2014-09-23 Thread Jay Rolette
I can't discuss product details openly yet, but I'm happy to have a
detailed discussion under NDA with Intel. In fact, we had an early NDA
discussion with Intel about it a few months ago.

That said, the use case isn't tied so closely to my product that I can't
describe it in general terms...

Imagine a box that installs in your network as a transparent
bump-in-the-wire. Traffic comes in port 1 and is processed by our
DPDK-based engine, then the packets are forwarded out port 2, where they
head to their original destination. From a network topology point of view,
the box is mostly invisible.

Same process applies for traffic going the other way (RX on port 2,
special-sauce processing in DPDK app, TX on port 1).

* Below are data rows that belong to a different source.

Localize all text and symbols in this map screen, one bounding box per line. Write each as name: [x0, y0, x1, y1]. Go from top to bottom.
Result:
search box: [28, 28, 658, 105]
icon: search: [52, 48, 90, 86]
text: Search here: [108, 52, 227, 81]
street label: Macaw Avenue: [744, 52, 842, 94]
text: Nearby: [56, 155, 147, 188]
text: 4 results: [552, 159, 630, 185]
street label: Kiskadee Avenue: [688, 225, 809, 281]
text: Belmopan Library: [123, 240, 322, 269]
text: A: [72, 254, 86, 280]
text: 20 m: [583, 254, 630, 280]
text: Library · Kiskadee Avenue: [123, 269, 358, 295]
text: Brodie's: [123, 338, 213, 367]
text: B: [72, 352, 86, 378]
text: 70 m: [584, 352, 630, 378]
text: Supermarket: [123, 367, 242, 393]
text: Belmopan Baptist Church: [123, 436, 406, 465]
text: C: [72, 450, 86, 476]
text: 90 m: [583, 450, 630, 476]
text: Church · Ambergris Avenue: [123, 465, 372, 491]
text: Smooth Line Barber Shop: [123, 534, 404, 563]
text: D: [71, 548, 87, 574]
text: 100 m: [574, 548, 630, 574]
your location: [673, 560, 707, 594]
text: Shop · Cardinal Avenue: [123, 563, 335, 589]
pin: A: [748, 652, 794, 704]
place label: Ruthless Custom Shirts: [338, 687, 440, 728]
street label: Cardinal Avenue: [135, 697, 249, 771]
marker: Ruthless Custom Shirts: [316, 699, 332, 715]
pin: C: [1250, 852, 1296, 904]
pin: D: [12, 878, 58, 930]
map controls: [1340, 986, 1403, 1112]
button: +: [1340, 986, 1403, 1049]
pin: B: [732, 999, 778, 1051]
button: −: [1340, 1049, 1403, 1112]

If you are familiar with network security products, this is very much how
IPS devices work.

Where KNI comes into play is for several user-space apps that need to use
the normal network stack (sockets) to communicate over the _same_ ports
used on the main data path. We use KNI to create a virtual port with an IP
address overlaid on the "invisible" data path ports.

This isn't just for control traffic. It's obviously not line-rate
processing, but we need to get all the bandwidth we can out of it.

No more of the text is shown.